En medio de grandes diferencias, Trump y Petro tienen unos puntos en común, no por lo que
piensan, sino por su modo de ser y de verse a sí mismos. Ambos hablan, se comunican en términos
de amenazas; se presentan amenazantes. Sin embargo, las razones para ello, son bien diferentes.
Trump lo hace para demostrar que él es dios que manda, sumido en sus ataques permanentes de
vanidad; pero cuando de negocios se trata, aparece su elemento pragmático es un duro para
conseguir la rebaja que busca, lo que más le importa. El poder para él, se traduce en plata; lo dice
y lo practica. Sea Groenlandia, sea Venezuela, su motivación y ambición no cambian, rodeadas de
una vanidad y de una suficiencia pocas veces vista. Su procedimiento es pedestre pero efectivo,
ofrecer barato para luego mejorar la propuesta inicial y salir ganando; la otra parte también
considera que ganó, porque le mejoraron algo la oferta inicial. Pero ojo, no es un gana – gana
entre iguales, sino el señuelo para que el más débil muerda el anzuelo del más fuerte y accede al
negocio, donde el poderoso se quedará con la tajada grande.

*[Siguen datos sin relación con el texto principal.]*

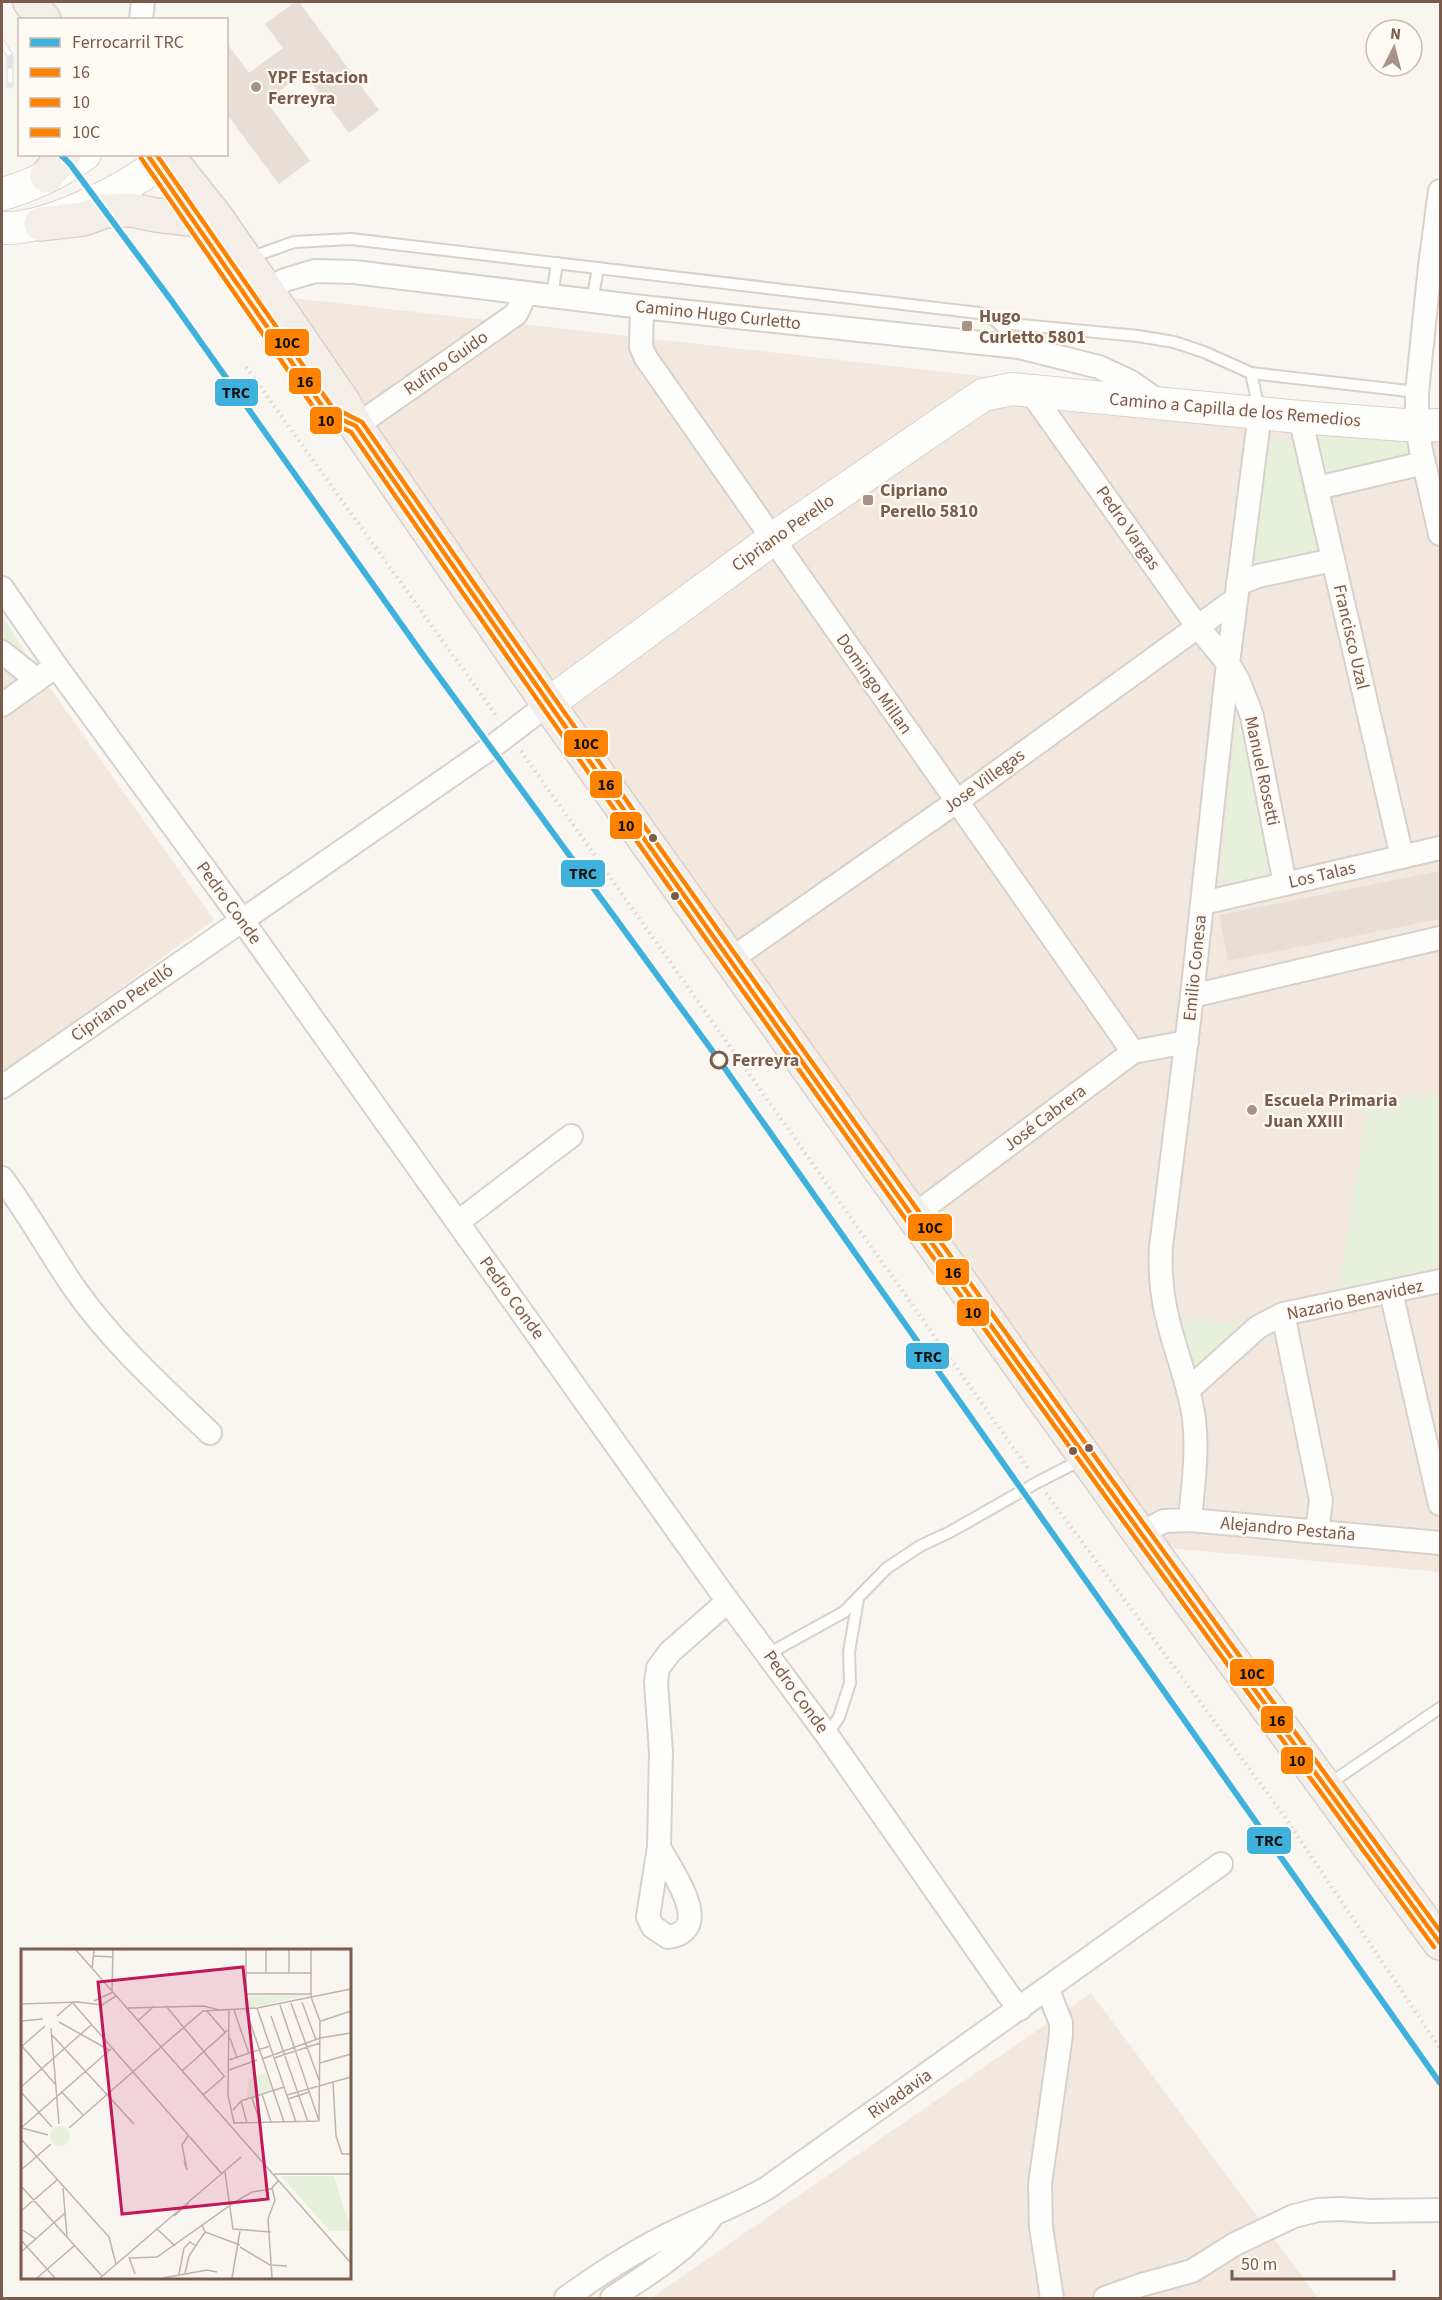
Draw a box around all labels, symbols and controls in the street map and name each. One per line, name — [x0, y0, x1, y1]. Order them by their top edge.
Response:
legend — [18, 18, 228, 156]
north arrow — [1364, 18, 1424, 78]
text: N — [1389, 23, 1402, 46]
text: Ferrocarril TRC — [72, 30, 184, 55]
text: 16 — [72, 60, 90, 85]
place label: YPF Estacion Ferreyra — [267, 65, 368, 111]
marker: YPF Estacion Ferreyra — [249, 80, 263, 94]
text: 10 — [72, 90, 90, 115]
text: 10C — [72, 120, 100, 145]
street label: Camino Hugo Curletto — [634, 294, 802, 336]
place label: Hugo Curletto 5801 — [979, 304, 1086, 350]
marker: Hugo Curletto 5801 — [960, 319, 974, 333]
street label: Rufino Guido — [399, 325, 493, 401]
line badge: 10C — [264, 328, 310, 357]
text: 10C — [274, 332, 300, 354]
line badge: 16 — [288, 367, 322, 395]
text: 16 — [297, 371, 313, 393]
line badge: TRC — [214, 378, 259, 407]
text: TRC — [222, 382, 250, 404]
street label: Camino a Capilla de los Remedios — [1108, 387, 1362, 433]
line badge: 10 — [309, 406, 343, 435]
text: 10 — [318, 410, 334, 432]
place label: Cipriano Perello 5810 — [880, 478, 978, 524]
street label: Pedro Vargas — [1090, 481, 1166, 575]
street label: Cipriano Perello — [727, 488, 839, 578]
marker: Cipriano Perello 5810 — [861, 493, 875, 507]
street label: Francisco Uzal — [1327, 582, 1375, 692]
street label: Domingo Millan — [830, 629, 918, 739]
street label: Manuel Rosetti — [1238, 714, 1286, 828]
line badge: 10C — [563, 729, 609, 758]
text: 10C — [573, 733, 599, 755]
street label: Jose Villegas — [938, 743, 1030, 819]
line badge: 16 — [589, 770, 623, 799]
text: 16 — [598, 774, 614, 796]
line badge: 10 — [609, 811, 643, 840]
text: 10 — [618, 815, 634, 837]
unlabelled marker — [647, 832, 659, 844]
street label: Los Talas — [1286, 855, 1358, 895]
street label: Pedro Conde — [190, 856, 268, 950]
line badge: TRC — [560, 859, 606, 888]
text: TRC — [569, 863, 597, 885]
unlabelled marker — [669, 890, 681, 902]
street label: Emilio Conesa — [1177, 914, 1213, 1022]
street label: Cipriano Perelló — [66, 958, 178, 1048]
place label: Ferreyra — [732, 1048, 799, 1073]
marker: Ferreyra — [710, 1051, 728, 1069]
street label: José Cabrera — [999, 1079, 1091, 1157]
place label: Escuela Primaria Juan XXIII — [1264, 1088, 1397, 1134]
marker: Escuela Primaria Juan XXIII — [1245, 1103, 1259, 1117]
line badge: 10C — [907, 1213, 953, 1242]
text: 10C — [917, 1217, 943, 1239]
street label: Pedro Conde — [473, 1251, 551, 1345]
line badge: 16 — [935, 1258, 970, 1286]
text: 16 — [945, 1262, 961, 1284]
street label: Nazario Benavidez — [1284, 1273, 1426, 1327]
line badge: 10 — [956, 1298, 990, 1327]
text: 10 — [965, 1302, 981, 1324]
line badge: TRC — [905, 1342, 950, 1370]
text: TRC — [914, 1346, 942, 1368]
unlabelled marker — [1083, 1442, 1095, 1454]
unlabelled marker — [1067, 1445, 1079, 1457]
street label: Alejandro Pestaña — [1219, 1511, 1357, 1547]
street label: Pedro Conde — [757, 1645, 835, 1739]
line badge: 10C — [1229, 1658, 1275, 1687]
text: 10C — [1239, 1663, 1265, 1685]
line badge: 16 — [1260, 1705, 1294, 1734]
text: 16 — [1269, 1710, 1285, 1732]
line badge: 10 — [1280, 1746, 1314, 1775]
text: 10 — [1289, 1750, 1305, 1772]
line badge: TRC — [1246, 1826, 1292, 1855]
text: TRC — [1255, 1830, 1283, 1852]
inset map — [21, 1949, 351, 2279]
street label: Rivadavia — [863, 2063, 937, 2125]
scale bar — [1232, 2243, 1394, 2281]
text: 50 m — [1241, 2252, 1277, 2277]

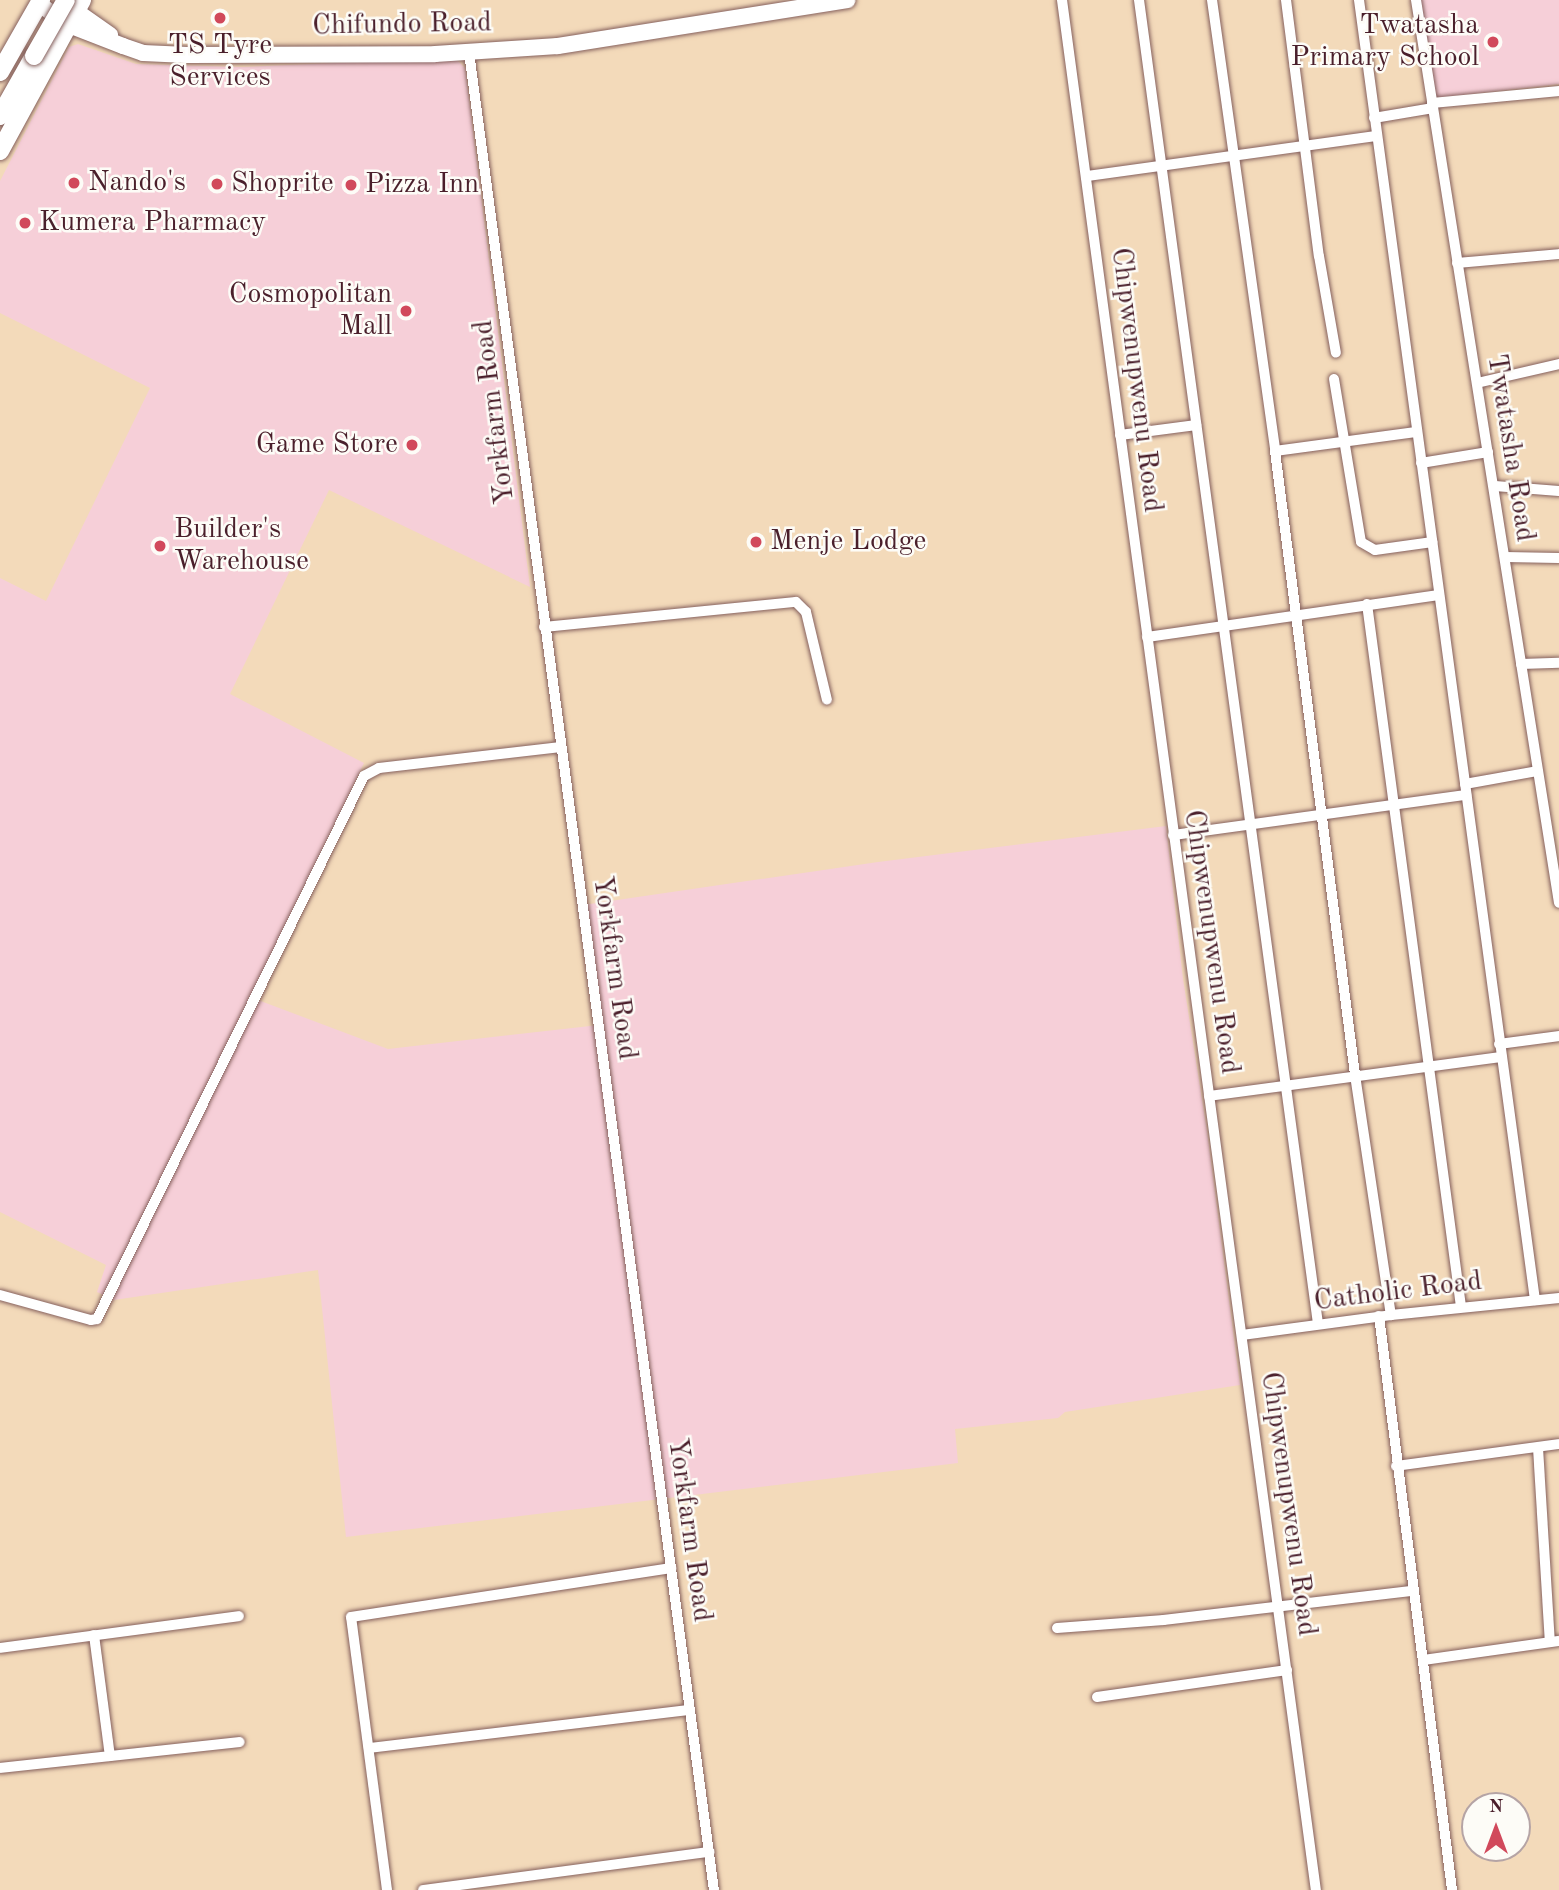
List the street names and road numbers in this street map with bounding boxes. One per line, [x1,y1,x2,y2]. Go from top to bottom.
street label: Chifundo Road [312,7,492,43]
street label: Chipwenupwenu Road [1103,246,1169,514]
street label: Yorkfarm Road [467,318,523,506]
street label: Twatasha Road [1479,352,1541,544]
street label: Chipwenupwenu Road [1176,808,1246,1076]
street label: Yorkfarm Road [584,874,644,1062]
street label: Catholic Road [1312,1265,1484,1319]
street label: Chipwenupwenu Road [1253,1370,1323,1638]
street label: Yorkfarm Road [659,1436,719,1624]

Las invitaciones presidenciales de Trump, le cambian a sus invitados a su actitud y sus
declaraciones sobre el Presidente. Ejemplos destacados de esto, son Delcy Rodríguez y Gustavo
Petro. Lo de Delcy parece como si hubiera sido cuadrado a espaldas de Maduro, a partir de
reconocer que el camino se había agotado y el gobierno estaba cada vez más vulnerable y
amenazado. Trump es claro en afirmar que controlará a Venezuela, el tiempo necesario para,
según él, defender y apoyar los intereses de los inversionistas norteamericanos. Y Delcy observa
en silencio.
Petro por su parte es más abstracto, se mueve en el nivel del discurso. Considera que Trump, más
que un peligro para Colombia, en lo que tiene razón, lo es para la vida, la biodiversidad y la
naturaleza. Un planteamiento impecable que como seres humanos, en principio deberíamos
apoyar con entusiasmo, pero tiene un problemita pues, más allá de ser un discurso ampuloso,
dirigido en general a la Humanidad y a la defensa de vida en el planeta, no convoca ni orienta a la
acción. Es un diagnóstico vago, que nada dice sobre la manera de aterrizarlo, de concretarlo;
queda reducido a un vistoso fuego de artificio y nada más. A eso se reduce Petro en política, a
pesar de tener más o menos la tercera parte del electorado. Esa no es la luz fuerte y constante
que necesita Colombia para abordar los grandes temas de la sociedad, que son grandes por su
importancia, pero que deben formularse y ejecutarse de manera concreta, aterrizada; no es tarea
de caudillos iluminados sino el esfuerzo ciudadano, políticamente organizado. Por ello, urge una
política para abordar y transformar esas realidades. El camino no es revivir la política de hace
cuarenta o cincuenta años. El Estado, la sociedad y los ciudadanos, con sus problemas y desafíos,
pero también sus posibilidades, ya no son los mismos de entonces. Es fácil decirlo, pero
necesitamos, nos urge, una política para los nuevos tiempos que vivimos. Me pregunto
¿estaremos dando los pasos necesarios, no solo en Colombia, para que esos cambios, que no son
milagrosos, se empiecen a darse o estaremos condenados a caer en otras “manos providenciales”?
Esa es la gran pregunta respecto a la campaña electoral en que ya estamos embarcados. La tarea
ahora, es ponernos la mano en el corazón, gastarle un tiempo a pensar por quién y por qué vamos
a votar. Lo primero es que no podemos seguir decidiendo nuestro voto, en el último momento,
algo que no hacemos ni para decidir nuestro almuerzo y las elecciones son más que un almuerzo.